Andrews v. Kellogg

Mr. Justice Campbell

delivered the opinion of the court:

This is an action by a trustee in bankruptcy to recover of the bankrupt’s mortgagee. The complaint contains two causes of action. The first is based upon subdivision “a” and “b” of section 60 of the National Bankruptcy Act, 30 Statutes L. 562. Subdivision “a” declares that a person shall be deemed to have given a preference if, being insolvent, he has made a transfer of any of his property, and the effect of the enforcement thereof will be to enable any one of his creditors to obtain a greater percentage of his debt than any other of such creditors of *37the same class. Subdivision “b” is that if such preference has been given within four months before the filing of a petition, and the person receiving it .shall have had reasonable cause to believe that it was intended thereby to give a preference, it shall be voidable by the trustee.

The second cause of action is grounded upon subdivision “e” of section 67, which we shall not consider, since we think the trial court’s finding in plaintiff’s favor must be upheld under the first cause of action.

There is no substantial conflict as to the facts. Knapp, a debtor, gave to Andrews, a creditor, a chattel mortgage on a stock, of goods. Knapp was then insolvent and knew it, and intended thereby to give Andrews a preference. Its effect was necessarily to enable Andrews to obtain a greater percentage of his debt than other creditors of the same class, and the mortgage was made within four months before filing the petition in bankruptcy under which Knapp was adjudged, a bankrupt. The only remaining inquiry, therefore, is whether Andrews at the time had reasonable cause to believe that thereby a preference was intended. This is a question of fact to be determined by the jury, or the trial court sitting as a jury, and if the evidence is legally sufficient to uphold the finding, it cannot be disturbed.

Knapp was a retail merchant in Florence, and the evidence tends to show that all of his visible property. consisted of this stock of goods. From time to time he had borrowed sums of money from, and at the time this mortgage was given he was indebted to, Andrews, which debt was past due and evidenced by four promissory notes amounting to about $600. He was unable to pay the same. Andrews was not pressing for payment, and did not ask to be secured. He knew, however, that Knapp *38was unable to pay the debt, and that bis business was falling off. Upon a suggestion by Andrews to Knapp that the giving of a mortgage which permitted Knapp to remain in possession and required him to sell for cash and apply the proceeds to the payment of his debt might enable him to continue in business without extending credit, Knapp gave a new note, taking up the four earlier ones, for $600 — this sum representing the amount of the four canceled notes and about $16 in money then advanced— and gave as security therefor a chattel mortgage upon his entire stock of goods which contained the terms mentioned. At the time Andrews says he did not know, and made no inquiry to ascertain, if Knapp was indebted to any other persons, and all that he says he did to ascertain his debtor’s financial condition was to examine the records to see if there was any encumbrance upon the property and to record his mortgage.

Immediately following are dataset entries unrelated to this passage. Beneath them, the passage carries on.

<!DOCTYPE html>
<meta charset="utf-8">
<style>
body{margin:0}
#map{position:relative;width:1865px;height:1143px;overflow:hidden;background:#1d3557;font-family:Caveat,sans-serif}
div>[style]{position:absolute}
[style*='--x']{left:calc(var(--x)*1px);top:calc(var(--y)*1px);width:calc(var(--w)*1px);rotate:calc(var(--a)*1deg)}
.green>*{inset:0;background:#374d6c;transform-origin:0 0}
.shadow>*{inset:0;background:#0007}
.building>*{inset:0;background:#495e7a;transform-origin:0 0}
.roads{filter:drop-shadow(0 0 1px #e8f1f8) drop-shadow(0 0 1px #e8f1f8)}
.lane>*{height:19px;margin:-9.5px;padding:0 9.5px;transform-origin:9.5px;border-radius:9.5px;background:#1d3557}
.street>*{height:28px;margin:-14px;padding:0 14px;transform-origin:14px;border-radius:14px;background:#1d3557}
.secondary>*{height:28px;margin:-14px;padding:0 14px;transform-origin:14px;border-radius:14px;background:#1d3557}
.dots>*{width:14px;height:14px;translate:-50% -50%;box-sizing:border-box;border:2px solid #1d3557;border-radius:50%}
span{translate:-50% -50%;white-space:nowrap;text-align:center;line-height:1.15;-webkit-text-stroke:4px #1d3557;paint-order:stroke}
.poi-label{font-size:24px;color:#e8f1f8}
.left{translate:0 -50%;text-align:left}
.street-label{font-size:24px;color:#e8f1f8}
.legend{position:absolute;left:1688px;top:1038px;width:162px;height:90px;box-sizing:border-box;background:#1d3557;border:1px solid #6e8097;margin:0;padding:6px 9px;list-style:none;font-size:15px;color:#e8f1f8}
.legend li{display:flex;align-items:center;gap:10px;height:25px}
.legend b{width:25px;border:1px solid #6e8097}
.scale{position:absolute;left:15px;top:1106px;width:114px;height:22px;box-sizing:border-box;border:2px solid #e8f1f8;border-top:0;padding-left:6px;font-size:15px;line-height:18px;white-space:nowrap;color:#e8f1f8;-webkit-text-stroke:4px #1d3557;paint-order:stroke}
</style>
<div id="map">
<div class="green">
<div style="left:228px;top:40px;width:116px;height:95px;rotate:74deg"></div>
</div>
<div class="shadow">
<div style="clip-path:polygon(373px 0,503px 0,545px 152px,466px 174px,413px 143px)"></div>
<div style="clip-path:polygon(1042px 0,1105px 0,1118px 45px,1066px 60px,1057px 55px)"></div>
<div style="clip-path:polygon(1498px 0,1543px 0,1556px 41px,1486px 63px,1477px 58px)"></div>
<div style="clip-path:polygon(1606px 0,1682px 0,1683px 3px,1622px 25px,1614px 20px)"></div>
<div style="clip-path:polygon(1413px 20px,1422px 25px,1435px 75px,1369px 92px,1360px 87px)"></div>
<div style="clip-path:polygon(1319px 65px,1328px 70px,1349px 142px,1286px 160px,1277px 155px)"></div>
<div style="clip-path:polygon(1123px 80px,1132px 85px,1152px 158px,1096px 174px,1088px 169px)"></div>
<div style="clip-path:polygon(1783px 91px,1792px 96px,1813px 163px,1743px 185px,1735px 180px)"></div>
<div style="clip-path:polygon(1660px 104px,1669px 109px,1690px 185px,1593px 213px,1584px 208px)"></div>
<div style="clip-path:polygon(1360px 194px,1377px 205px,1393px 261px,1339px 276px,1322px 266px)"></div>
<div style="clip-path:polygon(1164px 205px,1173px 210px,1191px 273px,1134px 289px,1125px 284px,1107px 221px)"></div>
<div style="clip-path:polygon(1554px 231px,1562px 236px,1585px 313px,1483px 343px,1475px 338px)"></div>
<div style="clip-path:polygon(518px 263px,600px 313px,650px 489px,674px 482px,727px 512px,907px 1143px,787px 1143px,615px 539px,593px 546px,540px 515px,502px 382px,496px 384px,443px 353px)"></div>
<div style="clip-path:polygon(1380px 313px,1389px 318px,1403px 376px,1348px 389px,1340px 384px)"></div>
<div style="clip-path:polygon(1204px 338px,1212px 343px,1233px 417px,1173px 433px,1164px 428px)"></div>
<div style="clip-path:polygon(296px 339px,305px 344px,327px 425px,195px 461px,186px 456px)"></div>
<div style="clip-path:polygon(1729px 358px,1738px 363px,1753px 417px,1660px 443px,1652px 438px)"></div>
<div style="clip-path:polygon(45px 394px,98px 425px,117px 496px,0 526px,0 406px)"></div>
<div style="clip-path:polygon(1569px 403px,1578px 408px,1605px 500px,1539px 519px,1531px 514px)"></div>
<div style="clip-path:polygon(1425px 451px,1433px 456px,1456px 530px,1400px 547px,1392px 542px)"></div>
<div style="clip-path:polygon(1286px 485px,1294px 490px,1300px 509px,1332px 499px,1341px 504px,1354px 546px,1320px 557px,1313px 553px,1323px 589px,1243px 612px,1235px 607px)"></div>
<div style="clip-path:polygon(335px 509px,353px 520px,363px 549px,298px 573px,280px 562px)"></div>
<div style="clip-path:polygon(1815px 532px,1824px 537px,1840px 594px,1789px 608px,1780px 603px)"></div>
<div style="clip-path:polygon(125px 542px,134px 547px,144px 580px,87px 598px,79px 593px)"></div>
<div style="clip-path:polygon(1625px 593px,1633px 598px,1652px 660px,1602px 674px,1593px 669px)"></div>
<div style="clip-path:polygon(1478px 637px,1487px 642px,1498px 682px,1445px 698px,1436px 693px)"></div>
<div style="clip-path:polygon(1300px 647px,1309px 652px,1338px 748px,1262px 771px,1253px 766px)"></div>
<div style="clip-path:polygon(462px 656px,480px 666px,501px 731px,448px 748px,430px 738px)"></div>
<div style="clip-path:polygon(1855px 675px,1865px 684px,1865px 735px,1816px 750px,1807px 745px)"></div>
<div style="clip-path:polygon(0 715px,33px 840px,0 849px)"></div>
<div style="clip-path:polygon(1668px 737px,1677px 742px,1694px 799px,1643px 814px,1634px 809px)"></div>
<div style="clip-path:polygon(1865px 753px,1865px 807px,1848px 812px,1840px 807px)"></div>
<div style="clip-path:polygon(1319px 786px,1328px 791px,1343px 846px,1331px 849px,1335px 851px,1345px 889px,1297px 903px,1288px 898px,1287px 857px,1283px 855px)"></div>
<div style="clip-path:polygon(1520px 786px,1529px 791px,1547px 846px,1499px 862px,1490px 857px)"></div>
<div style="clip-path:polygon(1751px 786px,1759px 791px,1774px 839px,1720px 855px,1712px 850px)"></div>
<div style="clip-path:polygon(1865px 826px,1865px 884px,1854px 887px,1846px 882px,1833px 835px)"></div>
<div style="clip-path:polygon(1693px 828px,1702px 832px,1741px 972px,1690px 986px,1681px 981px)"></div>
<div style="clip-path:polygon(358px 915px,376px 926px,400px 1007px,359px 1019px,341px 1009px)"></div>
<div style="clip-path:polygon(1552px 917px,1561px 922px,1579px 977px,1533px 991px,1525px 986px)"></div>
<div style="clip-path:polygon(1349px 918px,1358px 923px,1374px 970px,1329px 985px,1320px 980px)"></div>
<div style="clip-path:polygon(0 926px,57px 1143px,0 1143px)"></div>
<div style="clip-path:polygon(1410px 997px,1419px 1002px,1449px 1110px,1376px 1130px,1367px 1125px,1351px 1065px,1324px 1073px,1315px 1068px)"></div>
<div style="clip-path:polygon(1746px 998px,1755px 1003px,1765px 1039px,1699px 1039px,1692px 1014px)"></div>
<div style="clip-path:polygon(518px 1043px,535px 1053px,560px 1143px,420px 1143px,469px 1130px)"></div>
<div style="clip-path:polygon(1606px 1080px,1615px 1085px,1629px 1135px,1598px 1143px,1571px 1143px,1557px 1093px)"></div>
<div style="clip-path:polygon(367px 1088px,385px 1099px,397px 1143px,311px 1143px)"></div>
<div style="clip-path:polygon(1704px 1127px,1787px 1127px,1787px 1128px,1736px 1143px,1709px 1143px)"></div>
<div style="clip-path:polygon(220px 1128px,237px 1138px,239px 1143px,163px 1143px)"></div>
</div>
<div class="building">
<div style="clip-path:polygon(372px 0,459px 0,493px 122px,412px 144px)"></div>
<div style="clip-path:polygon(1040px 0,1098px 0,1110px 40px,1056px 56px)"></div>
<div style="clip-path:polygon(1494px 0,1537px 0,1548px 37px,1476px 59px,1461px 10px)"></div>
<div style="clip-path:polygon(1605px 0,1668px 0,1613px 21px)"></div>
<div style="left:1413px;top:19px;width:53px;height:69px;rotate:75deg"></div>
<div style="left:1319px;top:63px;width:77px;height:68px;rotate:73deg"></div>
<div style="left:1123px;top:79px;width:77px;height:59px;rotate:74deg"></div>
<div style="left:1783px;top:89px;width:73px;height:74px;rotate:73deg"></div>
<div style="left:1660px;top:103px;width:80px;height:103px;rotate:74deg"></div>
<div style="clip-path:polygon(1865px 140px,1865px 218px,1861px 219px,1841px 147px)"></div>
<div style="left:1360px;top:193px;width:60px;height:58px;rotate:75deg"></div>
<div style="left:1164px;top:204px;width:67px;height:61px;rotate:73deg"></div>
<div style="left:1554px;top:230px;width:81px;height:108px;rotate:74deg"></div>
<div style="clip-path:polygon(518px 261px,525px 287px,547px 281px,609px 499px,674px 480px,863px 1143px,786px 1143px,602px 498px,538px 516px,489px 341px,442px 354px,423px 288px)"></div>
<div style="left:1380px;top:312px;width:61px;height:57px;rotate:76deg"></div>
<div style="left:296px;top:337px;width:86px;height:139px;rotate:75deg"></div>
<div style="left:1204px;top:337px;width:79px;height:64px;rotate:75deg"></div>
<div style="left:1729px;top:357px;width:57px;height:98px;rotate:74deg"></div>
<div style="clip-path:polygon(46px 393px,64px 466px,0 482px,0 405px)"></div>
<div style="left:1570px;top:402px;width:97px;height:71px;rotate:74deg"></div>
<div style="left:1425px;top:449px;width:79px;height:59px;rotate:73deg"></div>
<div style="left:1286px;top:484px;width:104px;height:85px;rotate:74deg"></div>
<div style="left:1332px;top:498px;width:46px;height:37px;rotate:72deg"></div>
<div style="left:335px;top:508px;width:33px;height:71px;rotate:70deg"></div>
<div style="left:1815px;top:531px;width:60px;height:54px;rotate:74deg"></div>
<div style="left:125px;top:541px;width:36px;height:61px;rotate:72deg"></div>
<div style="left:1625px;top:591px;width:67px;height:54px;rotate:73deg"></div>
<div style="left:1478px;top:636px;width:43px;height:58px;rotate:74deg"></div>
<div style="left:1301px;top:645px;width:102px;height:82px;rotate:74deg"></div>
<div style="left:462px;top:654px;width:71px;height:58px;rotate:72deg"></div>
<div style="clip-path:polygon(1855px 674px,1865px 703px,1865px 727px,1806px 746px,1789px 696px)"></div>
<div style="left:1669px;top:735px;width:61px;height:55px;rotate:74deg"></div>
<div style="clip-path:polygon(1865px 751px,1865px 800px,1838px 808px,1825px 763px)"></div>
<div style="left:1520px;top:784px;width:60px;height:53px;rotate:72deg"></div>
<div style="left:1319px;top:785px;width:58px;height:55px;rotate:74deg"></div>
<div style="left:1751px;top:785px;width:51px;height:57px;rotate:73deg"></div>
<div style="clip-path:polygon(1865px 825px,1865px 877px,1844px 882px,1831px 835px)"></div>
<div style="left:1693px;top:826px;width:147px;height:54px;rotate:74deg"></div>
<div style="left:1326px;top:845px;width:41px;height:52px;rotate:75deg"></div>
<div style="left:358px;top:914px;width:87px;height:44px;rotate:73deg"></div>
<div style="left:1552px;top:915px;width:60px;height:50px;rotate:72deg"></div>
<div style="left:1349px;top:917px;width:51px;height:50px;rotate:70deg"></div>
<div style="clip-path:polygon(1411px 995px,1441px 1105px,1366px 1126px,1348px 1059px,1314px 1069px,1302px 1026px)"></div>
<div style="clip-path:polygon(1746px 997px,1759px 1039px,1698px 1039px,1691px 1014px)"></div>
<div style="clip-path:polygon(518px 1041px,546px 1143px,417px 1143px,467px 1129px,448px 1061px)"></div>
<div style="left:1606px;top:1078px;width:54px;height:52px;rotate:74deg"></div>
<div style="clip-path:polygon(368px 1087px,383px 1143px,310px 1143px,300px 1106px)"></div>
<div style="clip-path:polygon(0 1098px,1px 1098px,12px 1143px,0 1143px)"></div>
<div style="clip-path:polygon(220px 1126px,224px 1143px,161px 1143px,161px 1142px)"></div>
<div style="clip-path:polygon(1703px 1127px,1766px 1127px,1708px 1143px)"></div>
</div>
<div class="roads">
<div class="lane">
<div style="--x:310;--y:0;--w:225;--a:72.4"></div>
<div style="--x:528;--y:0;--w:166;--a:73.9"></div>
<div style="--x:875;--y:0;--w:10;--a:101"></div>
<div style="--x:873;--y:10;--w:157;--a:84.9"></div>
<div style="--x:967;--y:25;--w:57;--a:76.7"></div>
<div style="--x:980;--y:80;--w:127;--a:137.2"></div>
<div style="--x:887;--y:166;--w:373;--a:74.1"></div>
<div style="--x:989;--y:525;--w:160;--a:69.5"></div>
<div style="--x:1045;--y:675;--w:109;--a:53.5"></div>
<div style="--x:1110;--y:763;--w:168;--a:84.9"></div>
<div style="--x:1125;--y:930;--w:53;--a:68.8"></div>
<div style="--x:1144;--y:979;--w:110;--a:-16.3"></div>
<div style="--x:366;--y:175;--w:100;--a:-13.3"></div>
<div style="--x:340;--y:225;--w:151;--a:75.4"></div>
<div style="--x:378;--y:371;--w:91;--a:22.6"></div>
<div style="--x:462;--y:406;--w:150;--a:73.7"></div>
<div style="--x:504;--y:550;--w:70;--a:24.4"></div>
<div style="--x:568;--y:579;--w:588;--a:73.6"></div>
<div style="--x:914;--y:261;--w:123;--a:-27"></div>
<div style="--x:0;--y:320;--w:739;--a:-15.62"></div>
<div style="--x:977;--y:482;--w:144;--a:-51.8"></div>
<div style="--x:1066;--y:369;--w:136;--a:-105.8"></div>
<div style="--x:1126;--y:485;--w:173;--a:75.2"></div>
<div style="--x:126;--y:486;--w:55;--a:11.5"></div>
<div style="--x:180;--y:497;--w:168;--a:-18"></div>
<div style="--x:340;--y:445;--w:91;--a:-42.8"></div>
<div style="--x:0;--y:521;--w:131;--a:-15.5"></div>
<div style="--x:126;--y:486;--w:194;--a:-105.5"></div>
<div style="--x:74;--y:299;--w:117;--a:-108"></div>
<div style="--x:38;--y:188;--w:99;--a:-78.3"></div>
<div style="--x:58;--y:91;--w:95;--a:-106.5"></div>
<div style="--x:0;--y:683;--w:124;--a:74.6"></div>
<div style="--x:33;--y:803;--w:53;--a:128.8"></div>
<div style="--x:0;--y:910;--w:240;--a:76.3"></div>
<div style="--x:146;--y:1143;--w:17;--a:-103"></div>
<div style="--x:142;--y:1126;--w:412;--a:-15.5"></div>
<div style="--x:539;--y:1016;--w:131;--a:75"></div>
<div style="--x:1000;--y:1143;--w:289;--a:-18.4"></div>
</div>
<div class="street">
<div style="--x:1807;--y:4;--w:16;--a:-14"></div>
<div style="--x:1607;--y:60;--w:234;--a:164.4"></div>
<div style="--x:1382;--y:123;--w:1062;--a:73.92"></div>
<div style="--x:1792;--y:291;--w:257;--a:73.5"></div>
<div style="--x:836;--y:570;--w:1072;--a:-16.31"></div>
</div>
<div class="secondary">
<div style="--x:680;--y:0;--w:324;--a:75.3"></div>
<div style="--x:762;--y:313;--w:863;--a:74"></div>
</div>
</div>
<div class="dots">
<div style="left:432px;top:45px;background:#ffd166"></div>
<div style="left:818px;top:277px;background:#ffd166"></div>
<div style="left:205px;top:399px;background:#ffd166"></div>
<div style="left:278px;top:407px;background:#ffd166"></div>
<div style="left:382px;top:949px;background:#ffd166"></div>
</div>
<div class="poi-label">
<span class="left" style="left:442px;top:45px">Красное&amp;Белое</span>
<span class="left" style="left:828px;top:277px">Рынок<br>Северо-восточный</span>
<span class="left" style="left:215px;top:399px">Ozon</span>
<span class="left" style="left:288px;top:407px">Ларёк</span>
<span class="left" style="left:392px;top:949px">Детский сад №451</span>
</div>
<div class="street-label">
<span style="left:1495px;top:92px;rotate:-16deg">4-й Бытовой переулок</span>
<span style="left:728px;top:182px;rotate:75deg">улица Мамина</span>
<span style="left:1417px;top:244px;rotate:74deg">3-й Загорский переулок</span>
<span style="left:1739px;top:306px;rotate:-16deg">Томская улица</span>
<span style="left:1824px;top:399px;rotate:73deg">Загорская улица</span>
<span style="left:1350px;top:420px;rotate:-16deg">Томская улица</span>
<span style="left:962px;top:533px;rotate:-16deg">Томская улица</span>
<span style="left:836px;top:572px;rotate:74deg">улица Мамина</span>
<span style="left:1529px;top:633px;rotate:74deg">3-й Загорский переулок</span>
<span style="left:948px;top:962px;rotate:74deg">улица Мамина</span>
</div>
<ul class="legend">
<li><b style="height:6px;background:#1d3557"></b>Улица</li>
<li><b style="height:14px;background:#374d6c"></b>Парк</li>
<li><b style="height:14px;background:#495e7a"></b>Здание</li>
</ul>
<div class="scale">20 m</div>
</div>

We are inclined to the view that Andrews did not actually know of Knapp’s insolvency, and that he believed it was lawful, as under the laws of this state it would be, to take security for a past debt. The national bankrupt law does not prohibit all transfers of property by an insolvent debtor. It is only those which are in fraud of that act that are prohibited. Before a trustee of a bankrupt can avoid a transfer such as we are considering, it is necessary to show something more than a mere guess or suspicion on the part of the transferee of the transferrer’s insolvency. On the other hand, it is not essential to show that the transferee had actual knowledge that by the transfer a preference was intended, or, what is the same thing, that the transferrer was insolvent. The authorities declare, what we believe to be the correct rule, that if the transferee is in possession of some fact or facts which *39would lead a reasonably prudent man to inquire further, and as the result of such inquiry there would be disclosed to him the debtor’s insolvency, then the transferee has in law reasonable ground to believe that a preference was intended by the transfer. Andrews knew, of course, that Knapp was not.able to pay his debt. This, of itself, however, is not sufficient to defeat the mortgage. But, in addition to this, the mortgagee knew that the business which the mortgagor was conducting' was not satisfactory, but was declining. The debt which the mortgage secured was a debt that was past due, and it was not given for a present fair consideration. Notwithstanding some evidence by Andrews that he supposed the mortgagor had other property, there is other evidence supporting the finding of the trial judge that the transfer included all of his visible tangible property — Ms entire stock in trade. Such a transaction was out of the ordinary and usual course of business of the mortgagor. Certainly, all of these facts together were sufficient to put the mortgagee upon inquiry, and this would necessarily have disclosed to Mm that the mortgagor at the time was insolvent, that the value of all his property was much less than the amount of his debts.

Though we find no evidence of fraud in fact on Andrews’ part, we are constrained to hold the evidence legally sufficient to sustain the finding that he had reasonable cause to believe that a preference was intended. The other elements, which must be shown to avoid the mortgage, being present, it follows that plaintiff is entitled to recover the value of the property which Andrews received by the transfer and applied on his debt.- — -Loveland on Bankruptcy, § 197, and cases cited; Brandenburg on Bankruptcy 35, 329, 396; Bump on Fraudulent Conveyances (4th ed.) §47, 63; 1 Fed. Stats. Ann., Title Bankruptcy, *40525, et seq.; In re Eggert, 102 Fed. 735; In re Knopf, 17 Am. B. Rep. 48; In re Hill, 140 Fed. Rep. 984; In re Jones, 118 Fed. Rep. 673; Walbrun v. Babbitt, 16 Wall. 577; Crittenden v. Barton, 5 Am. B. Rep. 775.

The defendant, however, makes the additional point that “transfers of property,” as used in this act, do not include payments of money; and since, as the evidence discloses, the $600 for which judgment was rendered against him was received by him from the bankrupt in money, it does not come within the inhibition of the act. There are two sufficient answers to this contention. The supreme court of the United States in Pirie v. Chicago T. & T. Co., 182 U. S. 438, says that, as used in the act, “a transfer” means and includes the payment of money. Moreover, while it is true that the defendant did not foreclose the mortgage, or take possession of the goods, yet after the mortgage was executed, he consented that the property might be sold, and the $600 in money which the mortgagor paid him was part of the proceeds of this sale of the mortgaged property which the mortgagor made with the mortgagee’s consent. In such a case, the trustee can recover the value of the property thus converted into money.

The judgment is' affirmed. Affirmed.

Chief Justice Steele and Mr. Justice Gabbert concur.